Air Force Col. Eric Boe shows his Gen. Carl A. Spaatz Award coin.
Photo courtesy of NASA
Kylie Clem
Johnson Space Center, Houston
WASHINGTON, D.C. – Air Force Col. Eric A. Boe, the Civil Air Patrol member who took his Gen. Carl A. Spaatz Award coin into space during his first flight as a space shuttle pilot last year, has been assigned to reprise that role on the last scheduled space shuttle mission, targeted to launch in September 2010.
The eight-day mission, designated STS-133, will carry a pressurized logistics module to the International Space Station.
Boe was the pilot of STS-126 from Nov. 14-30, 2008. He first soloed in an airplane as a Georgia Wing cadet in a CAP encampment and earned the Spaatz award, the highest achievement for a CAP cadet, in July 1983.
Now a senior member with the Florida Wing’s Eglin Composite Squadron, Boe has a bachelor's degree from the U.S. Air Force Academy and a master's degree from the Georgia Institute of Technology.
Veteran shuttle commander and retired Air Force Col. Steven W. Lindsey will command STS-133. Mission specialists are shuttle mission veteran Air Force Col. Benjamin Alvin Drew Jr. and long-duration spaceflight veterans Michael R. Barratt, Army Col. Timothy L. Kopra and Nicole P. Stott.

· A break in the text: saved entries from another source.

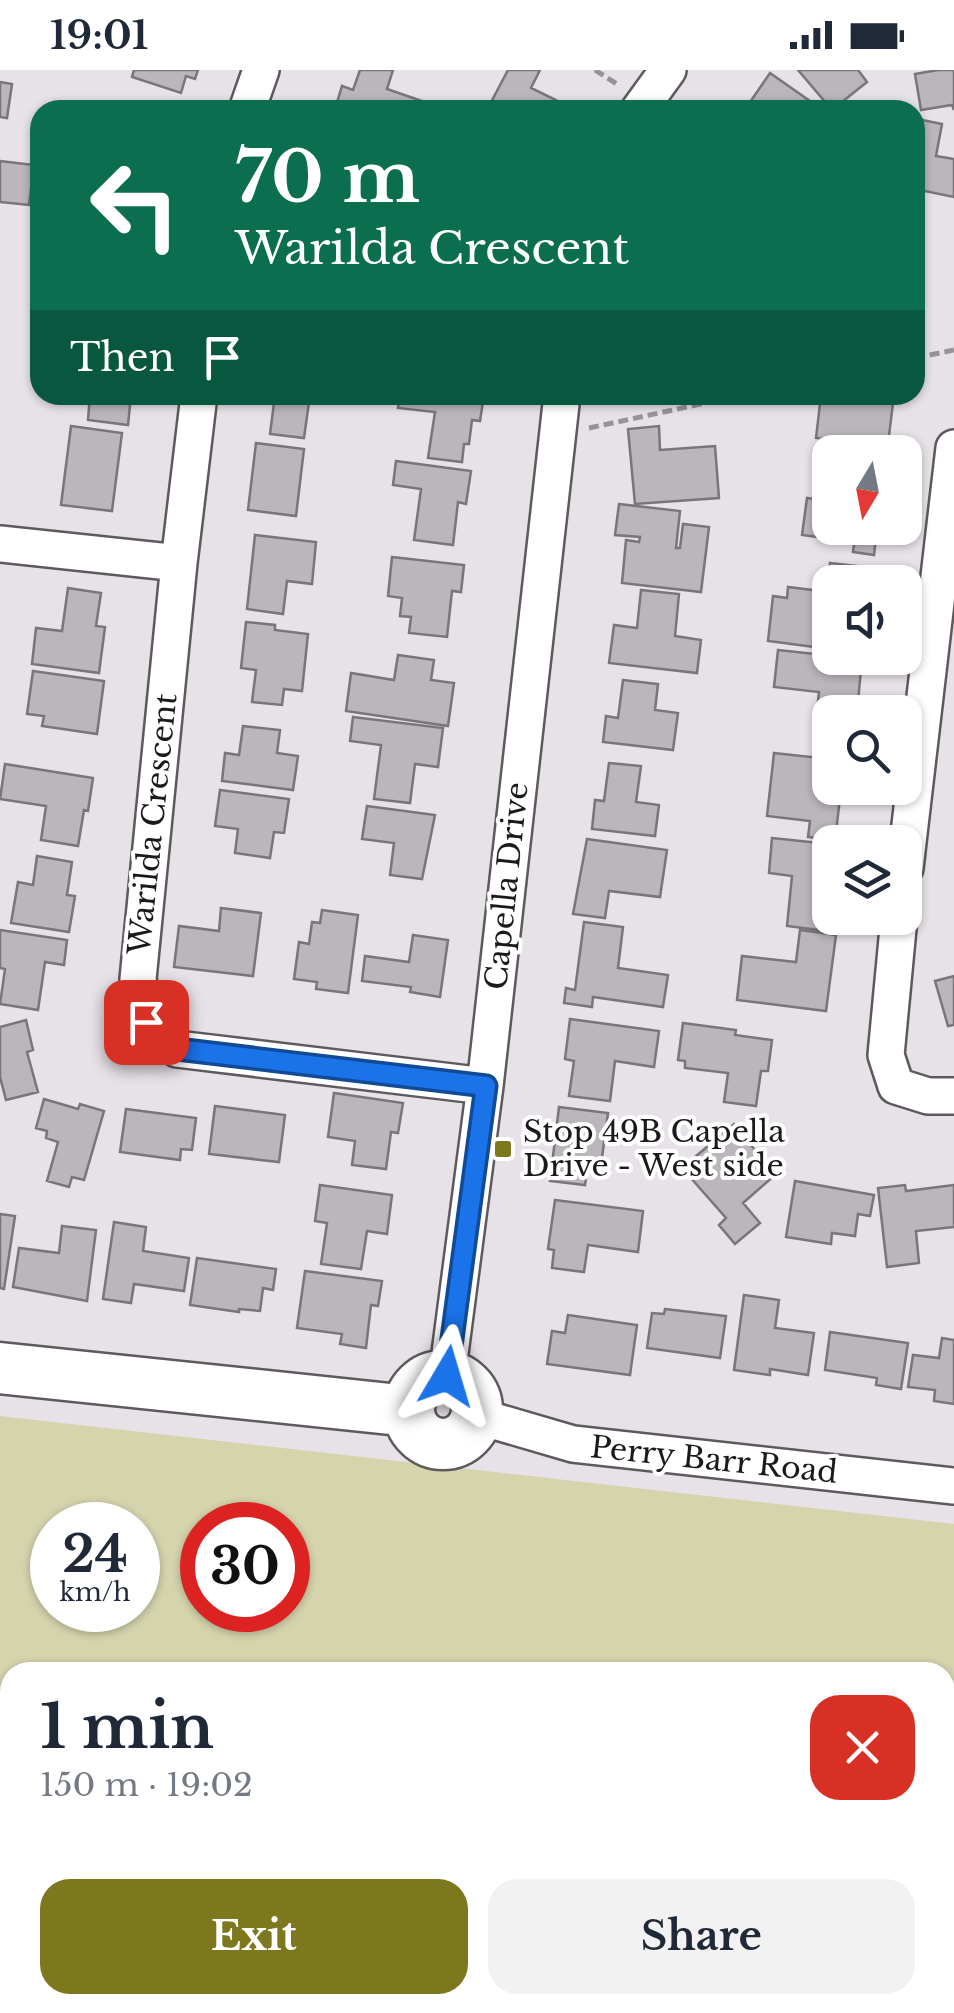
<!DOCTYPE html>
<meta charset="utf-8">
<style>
:root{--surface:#fff;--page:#f2f2f3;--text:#1f2937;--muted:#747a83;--accent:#7d771d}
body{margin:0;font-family:"Libre Baskerville",serif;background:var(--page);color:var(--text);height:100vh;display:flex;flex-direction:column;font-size:38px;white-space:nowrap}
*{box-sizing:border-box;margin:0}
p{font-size:32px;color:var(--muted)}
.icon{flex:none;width:55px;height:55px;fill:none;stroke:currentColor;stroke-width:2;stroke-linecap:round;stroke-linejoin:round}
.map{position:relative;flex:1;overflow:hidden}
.details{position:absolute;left:0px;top:1592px;width:955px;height:352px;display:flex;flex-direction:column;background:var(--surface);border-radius:30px 30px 0 0;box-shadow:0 2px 8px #0004}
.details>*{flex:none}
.guide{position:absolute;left:30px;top:30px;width:895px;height:305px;border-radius:30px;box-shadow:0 2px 8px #0004;background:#0b6e4f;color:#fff;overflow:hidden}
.needle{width:65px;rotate:190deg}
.tools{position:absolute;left:812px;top:365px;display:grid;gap:20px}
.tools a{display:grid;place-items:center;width:110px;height:110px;border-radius:20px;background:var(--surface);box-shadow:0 2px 8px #0004;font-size:50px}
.speed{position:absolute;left:30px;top:1432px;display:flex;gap:20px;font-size:50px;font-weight:700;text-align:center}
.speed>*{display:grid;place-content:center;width:130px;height:130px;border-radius:50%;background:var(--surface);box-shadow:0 2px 8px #0004;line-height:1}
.speed small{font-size:25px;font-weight:400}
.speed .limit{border:15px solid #d22;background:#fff;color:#111}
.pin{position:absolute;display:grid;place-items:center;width:85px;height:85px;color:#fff;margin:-42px;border-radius:20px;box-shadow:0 5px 15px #0006}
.me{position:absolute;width:110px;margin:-55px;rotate:7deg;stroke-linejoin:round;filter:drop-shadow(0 0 8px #0008)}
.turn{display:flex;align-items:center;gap:35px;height:210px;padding:0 40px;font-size:45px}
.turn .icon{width:130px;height:130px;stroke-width:2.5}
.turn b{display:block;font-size:70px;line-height:85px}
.then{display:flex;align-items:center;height:95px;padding:0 40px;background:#0003;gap:20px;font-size:38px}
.round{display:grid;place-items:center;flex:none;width:105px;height:105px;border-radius:30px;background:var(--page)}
.summary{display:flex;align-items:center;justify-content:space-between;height:170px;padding:0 40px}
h1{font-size:60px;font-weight:700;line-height:75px}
.primary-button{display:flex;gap:20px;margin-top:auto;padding:20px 40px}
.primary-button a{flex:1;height:115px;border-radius:30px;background:var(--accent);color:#fff;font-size:40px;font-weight:700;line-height:115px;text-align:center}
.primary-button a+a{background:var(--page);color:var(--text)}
.status{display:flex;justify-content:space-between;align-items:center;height:70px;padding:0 50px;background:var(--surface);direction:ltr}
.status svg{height:28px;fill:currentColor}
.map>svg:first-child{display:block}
.green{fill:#d5d4ad;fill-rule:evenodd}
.building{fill:#bab6bb;stroke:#79757a;stroke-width:2.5}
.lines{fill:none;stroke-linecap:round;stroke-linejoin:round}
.street-casing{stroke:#5d595d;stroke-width:40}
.secondary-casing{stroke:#5d595d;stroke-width:55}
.path{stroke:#979498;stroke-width:5;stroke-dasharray:10 5;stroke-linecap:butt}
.street{stroke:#fff;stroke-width:35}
.secondary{stroke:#fff;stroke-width:50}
.route-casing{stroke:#114b97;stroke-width:25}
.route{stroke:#1a73e8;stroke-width:18}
.poi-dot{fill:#7d771d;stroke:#fff;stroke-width:4}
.labels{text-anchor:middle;stroke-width:8;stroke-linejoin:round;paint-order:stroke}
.street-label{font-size:30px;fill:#1a191b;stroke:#fff}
.poi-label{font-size:30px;fill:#1a191b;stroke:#fff;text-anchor:start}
</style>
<div class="status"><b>19:01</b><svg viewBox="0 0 49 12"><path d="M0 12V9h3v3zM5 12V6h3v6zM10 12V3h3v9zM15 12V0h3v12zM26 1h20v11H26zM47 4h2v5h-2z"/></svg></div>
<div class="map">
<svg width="954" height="1943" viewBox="0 0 954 1943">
<rect width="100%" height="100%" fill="#e7e2e7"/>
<path class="green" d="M0,1346L954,1454V1943H0ZM52,1455H138V1540H52ZM288,1455V1540H202V1455ZM945,1602V1935H10V1602Z"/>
<path class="building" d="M134,0H198L195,9L186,6L181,23L132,7Z
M360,0H393L387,19L425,32L423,40L335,39L342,16L353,20Z
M508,0H540L531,18L556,30L551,40L488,38Z
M798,0H858L867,12L832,40Z
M938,0H954V40L952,35L921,40L915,4Z
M770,3L817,36L813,40H739L743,35L746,38Z
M0,12L12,14L7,48L0,47Z
M917,49L942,54L936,86L954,89V127L915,119Z
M0,91L34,95L29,135L0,132Z
M90,325H131L128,355L88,350Z
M275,325H310L304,368L270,364Z
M400,325H484L480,351L472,350L469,374H464L462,392L428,388L435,342L398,338Z
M821,325H894L887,382H851L852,372L816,368Z
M71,356L122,363L112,441L61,435Z
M659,356L660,380L715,376L719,428L635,434L628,359Z
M256,373L304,379L296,446L248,440Z
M396,391L471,401L466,434L458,432L453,475L414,470L421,419L393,415Z
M821,422L830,423V458H877L874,485L853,482L855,467L842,465L841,470L802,465L807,428L820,430Z
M619,434L680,441L676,478H680L683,454L709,457L701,522L622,513L626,470L639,472L640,467L615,465Z
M255,465L316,472L312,514L287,511L283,544L247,539Z
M392,487L464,495L461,522L452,521L447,567L409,563L411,547L400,546L402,528L388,526Z
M830,493L866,497L864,512H830V579L768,571L773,526L787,528L788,517L821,521L819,531L826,532Z
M68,518L101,523L96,556L105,557L99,603L32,594L36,558L62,561Z
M641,520L679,524L675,566L701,570L697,603L609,593L614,555L637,558Z
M246,552L275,555V560L308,564L302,621L284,619L282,635L252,632L256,600L241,598Z
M778,580L862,589L857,642H830V660L815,658L819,622L774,617Z
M398,585L434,590L431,610L454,613L448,656L346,641L351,603L394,610Z
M33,601L104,611L97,664L42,656L44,646L27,644Z
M623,610L658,614L655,640L678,643L673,680L603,672L606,646L618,648Z
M353,647L443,658L438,697L415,694L410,733L374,729L381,675L350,671Z
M243,656L280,660L277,683L298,686L293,720L222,711L225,683L239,685Z
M774,683L830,689V718H847V721L841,720L835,770L808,767L810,751L767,746Z
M609,693L641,696L636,732L659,735L655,766L592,759L595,730L604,731Z
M5,694L93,708L88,741L84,740L78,776L41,770L46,736L0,729Z
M220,720L289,729L284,763L274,762L270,788L235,783L238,759L215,756Z
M367,736L435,745L422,809L390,805L394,773L362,769Z
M772,768L830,774L827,835L821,834L819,860L787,856L792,806L769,803Z
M587,769L667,780L660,827L609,821L605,848L573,844Z
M37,786L72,792L67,825L75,826L69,862L11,853L18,812L33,815Z
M221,838L261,843L253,906L174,897L179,856L219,861Z
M322,840L358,845L348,923L316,919L317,912L294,909L299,872L309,874L312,852L320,853Z
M584,852L623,857L618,898L668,905L663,937L593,927L592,937L564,933L566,918L575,920Z
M0,860L67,870L64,895L45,892L38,940L0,934L5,899L0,898Z
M800,860L836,865L826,941L737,930L742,886L796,892Z
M413,865L448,870L440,927L410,922L411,917L362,911L365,886L409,892Z
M954,906V955L948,956L935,911Z
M570,949L659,961L654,997L615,991L610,1031L569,1026L574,991L565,989Z
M26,950L33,980L27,982L38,1022L6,1030L0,1007V957Z
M683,953L736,960L735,965L772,970L768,1001H761L756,1036L724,1032L728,1003L685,998V991L678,990Z
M334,1023L403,1033L398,1063L391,1062L386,1099L352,1095L355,1071L328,1067Z
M44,1029L78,1039L80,1034L104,1041L84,1110L72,1107L69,1117L47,1111L58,1072L46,1068L47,1061L36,1058Z
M215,1036L285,1045L279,1092L209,1084Z
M559,1037L608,1043L600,1103L587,1101L585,1115L550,1111Z
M126,1039L196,1048L192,1080L181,1079L180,1090L120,1082Z
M734,1054L775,1105L743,1133L760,1153L735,1174L719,1155L726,1148L682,1098Z
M795,1111L874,1125L870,1146L858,1144L855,1166L832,1163L831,1174L786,1167Z
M320,1115L392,1125L387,1164L367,1161L361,1199L321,1194L327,1153L315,1151Z
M905,1115L906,1121L954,1115V1157L916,1161L919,1193L887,1197L878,1118Z
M555,1130L643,1141L638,1182L588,1175L584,1202L552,1198L554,1180L548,1179Z
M0,1144L15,1146L4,1219L0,1218Z
M114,1152L146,1157L143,1181L189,1188L184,1221L134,1214L131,1233L103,1229Z
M62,1156L96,1160L87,1231L13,1217L19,1178L59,1183Z
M197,1188L276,1199L273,1220L263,1218L260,1241L239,1239V1242L190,1235Z
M305,1201L382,1211L378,1236L371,1235L366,1278L340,1274L342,1264L297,1258Z
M744,1225L779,1230L775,1258L814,1263L808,1305L770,1299V1305L734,1300Z
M665,1239L726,1246L720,1288L647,1278L652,1243L664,1244Z
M568,1245L637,1255L630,1305L547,1294L552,1261L565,1263Z
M830,1262L908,1273L901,1319L876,1315L877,1308L825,1300Z
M942,1268L954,1270V1334L934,1331L935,1320L908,1317L913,1285L939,1288Z"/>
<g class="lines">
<g class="street-casing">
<path id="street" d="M247,40L261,0
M639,40L668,0
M199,325L179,493L138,909L146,952L177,979L485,1016
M0,474L179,493
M905,798L954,378
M899,848L886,985L896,1016L928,1026H954
M447,1306L485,1016L562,325
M477,1346L573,1374L954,1416"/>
</g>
<g class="secondary-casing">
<path id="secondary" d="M0,1298L409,1341
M409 1340a34 34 0 1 1 68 0a34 34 0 1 1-68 0Z"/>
</g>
<path class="path" d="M595,0L620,16
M915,288L954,280
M589,358L743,325"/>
<use href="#street" class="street"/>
<use href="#secondary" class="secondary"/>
</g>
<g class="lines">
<g class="route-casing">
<path id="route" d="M146,952L177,979L486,1016L447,1306"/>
</g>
<use href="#route" class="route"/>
</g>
<rect class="poi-dot" x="493" y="1069" width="20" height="20" rx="5"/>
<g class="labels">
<g class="street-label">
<text transform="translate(153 754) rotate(-84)" y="10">Warilda Crescent</text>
<text transform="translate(507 816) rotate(-84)" y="10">Capella Drive</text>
<text transform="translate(714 1390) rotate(6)" y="10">Perry Barr Road</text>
</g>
<g class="poi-label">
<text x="523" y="1072">Stop 49B Capella<tspan x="523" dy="34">Drive - West side</tspan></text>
</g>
</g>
</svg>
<div class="tools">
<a><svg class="needle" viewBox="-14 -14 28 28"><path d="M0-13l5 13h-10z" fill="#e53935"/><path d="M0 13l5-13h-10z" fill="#747a83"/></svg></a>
<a><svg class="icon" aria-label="sound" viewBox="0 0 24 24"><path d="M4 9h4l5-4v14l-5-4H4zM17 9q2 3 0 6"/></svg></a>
<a><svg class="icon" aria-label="search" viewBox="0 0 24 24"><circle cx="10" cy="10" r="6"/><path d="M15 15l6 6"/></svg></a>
<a><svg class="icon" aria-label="layers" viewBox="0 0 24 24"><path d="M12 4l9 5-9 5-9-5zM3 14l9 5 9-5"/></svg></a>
</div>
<div class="speed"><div>24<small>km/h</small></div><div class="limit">30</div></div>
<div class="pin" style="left:146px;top:952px;background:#d93025"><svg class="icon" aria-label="arrive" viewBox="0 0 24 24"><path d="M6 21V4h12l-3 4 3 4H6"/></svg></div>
<svg class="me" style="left:447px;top:1306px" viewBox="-20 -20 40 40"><path d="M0-17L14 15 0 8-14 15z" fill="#1a73e8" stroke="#fff" stroke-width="4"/></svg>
<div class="guide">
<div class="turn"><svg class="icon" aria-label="left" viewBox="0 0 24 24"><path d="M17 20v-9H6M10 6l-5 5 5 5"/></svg><div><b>70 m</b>Warilda Crescent</div></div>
<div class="then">Then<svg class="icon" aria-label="arrive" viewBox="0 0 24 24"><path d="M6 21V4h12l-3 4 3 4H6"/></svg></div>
</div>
<section class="details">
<div class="summary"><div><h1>1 min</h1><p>150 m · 19:02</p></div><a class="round" style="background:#d93025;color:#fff"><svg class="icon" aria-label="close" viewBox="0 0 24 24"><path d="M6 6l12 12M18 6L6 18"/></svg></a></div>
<div class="primary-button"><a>Exit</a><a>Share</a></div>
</section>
</div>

Lindsey is chief of the Astronaut Office. Long-duration spaceflight veteran and former space station commander Peggy A. Whitson – a flight engineer aboard the station during Expedition 5 in 2002 and the commander of Expedition 16 in 2007-2008 -- has been named his successor when he transitions in October to training for his spaceflight.
Lindsey will be making his fifth shuttle flight. He served as the pilot of STS-87 in 1997 and STS-95 in 1998, then commanded STS-104 in 2001 and STS-121 in 2006.
Drew flew as a mission specialist on STS-118 in 2007 and is director of operations at the Gagarin Cosmonaut Training Center in Star City, Russia. He has two bachelor's degrees and a master's degree from the Air Force Academy and a master's degree from Embry Riddle University.
Barratt, a medical doctor is on his first mission, aboard the space station as a flight engineer for Expeditions 19 and 20. He launched to the station on a Russian Soyuz spacecraft March 26 and is due to return to Earth on the same Soyuz on Oct. 11. He has a bachelor's degree from the University of Washington, a master's degree from Wright State University in Dayton, Ohio, and a doctorate of medicine from Northwestern University.
Kopra just completed his first spaceflight as a flight engineer aboard the space station for Expedition 20. He launched July 15 on shuttle mission STS-127 and landed aboard shuttle mission STS-128 on Sept. 11. He has a bachelor's degree from the U.S. Military Academy and master's degrees from the Georgia Institute of Technology and the U.S. Army War College.
Stott is in the midst of her first mission as a flight engineer aboard the station with Barratt for Expeditions 20 and 21. She launched aboard STS-128 on Aug. 28 and is due to return at the end of STS-129, targeted for launch Nov. 12. She has a bachelor's degree from Embry-Riddle Aeronautical University and a master's degree from the University of Central Florida.